The task.
For the word "arrow", give the number of lines in these entries that contain it, with nothing else.

Available data.

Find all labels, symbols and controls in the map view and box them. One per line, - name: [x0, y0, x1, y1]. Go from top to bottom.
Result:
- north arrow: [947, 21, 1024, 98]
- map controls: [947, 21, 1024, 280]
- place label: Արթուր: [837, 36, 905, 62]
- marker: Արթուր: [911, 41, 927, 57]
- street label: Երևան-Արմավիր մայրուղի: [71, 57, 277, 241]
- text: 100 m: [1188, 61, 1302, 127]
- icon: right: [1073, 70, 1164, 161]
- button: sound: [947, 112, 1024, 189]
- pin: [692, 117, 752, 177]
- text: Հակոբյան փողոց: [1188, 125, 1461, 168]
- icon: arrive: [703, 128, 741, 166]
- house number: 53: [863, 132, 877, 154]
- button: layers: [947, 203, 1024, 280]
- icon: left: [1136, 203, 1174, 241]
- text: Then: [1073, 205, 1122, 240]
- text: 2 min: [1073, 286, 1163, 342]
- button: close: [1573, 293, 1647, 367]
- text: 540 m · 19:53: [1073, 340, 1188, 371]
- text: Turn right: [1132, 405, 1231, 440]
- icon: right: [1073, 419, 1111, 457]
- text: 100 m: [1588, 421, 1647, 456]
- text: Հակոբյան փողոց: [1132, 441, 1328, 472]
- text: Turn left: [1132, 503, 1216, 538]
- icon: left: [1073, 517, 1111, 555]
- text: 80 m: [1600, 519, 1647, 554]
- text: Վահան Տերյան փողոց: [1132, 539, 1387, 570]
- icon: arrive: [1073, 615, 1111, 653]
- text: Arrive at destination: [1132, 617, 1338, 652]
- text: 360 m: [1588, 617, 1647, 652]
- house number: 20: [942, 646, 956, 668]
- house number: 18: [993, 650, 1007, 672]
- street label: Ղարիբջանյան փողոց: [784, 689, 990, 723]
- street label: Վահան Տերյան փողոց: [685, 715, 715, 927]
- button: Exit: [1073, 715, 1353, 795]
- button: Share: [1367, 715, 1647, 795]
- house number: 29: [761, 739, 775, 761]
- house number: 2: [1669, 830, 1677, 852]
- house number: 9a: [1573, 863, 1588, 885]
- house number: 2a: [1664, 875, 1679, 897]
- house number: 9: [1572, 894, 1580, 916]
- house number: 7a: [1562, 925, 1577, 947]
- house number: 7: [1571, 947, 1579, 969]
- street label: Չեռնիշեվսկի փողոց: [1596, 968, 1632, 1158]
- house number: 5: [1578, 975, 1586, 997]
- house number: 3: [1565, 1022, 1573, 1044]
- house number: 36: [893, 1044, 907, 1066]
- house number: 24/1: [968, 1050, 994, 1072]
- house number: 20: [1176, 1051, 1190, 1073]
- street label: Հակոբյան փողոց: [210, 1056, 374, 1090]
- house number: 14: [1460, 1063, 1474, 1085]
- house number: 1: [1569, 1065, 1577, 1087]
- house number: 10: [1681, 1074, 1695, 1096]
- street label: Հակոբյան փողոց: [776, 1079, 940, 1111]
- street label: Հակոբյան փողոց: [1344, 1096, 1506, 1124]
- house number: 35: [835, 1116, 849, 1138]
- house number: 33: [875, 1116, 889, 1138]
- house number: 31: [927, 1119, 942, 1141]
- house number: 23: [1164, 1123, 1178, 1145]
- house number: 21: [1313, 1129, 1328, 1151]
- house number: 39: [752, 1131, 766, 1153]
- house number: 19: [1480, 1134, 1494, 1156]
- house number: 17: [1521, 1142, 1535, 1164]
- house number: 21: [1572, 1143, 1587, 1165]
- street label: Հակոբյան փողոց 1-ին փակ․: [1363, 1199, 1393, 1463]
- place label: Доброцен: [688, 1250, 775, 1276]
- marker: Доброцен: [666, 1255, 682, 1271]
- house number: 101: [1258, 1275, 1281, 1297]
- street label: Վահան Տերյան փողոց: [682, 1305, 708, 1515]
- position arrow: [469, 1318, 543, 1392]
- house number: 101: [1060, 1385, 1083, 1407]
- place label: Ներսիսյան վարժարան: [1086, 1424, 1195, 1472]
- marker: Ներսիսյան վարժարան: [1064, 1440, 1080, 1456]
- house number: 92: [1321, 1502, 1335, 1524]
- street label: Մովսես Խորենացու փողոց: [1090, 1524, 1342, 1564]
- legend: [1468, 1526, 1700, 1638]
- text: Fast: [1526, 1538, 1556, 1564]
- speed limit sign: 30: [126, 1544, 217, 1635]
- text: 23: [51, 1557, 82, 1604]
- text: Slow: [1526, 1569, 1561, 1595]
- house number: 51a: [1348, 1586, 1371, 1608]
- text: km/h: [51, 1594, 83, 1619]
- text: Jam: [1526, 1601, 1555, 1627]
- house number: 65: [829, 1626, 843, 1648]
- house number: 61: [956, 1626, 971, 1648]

Output for this exercise.
2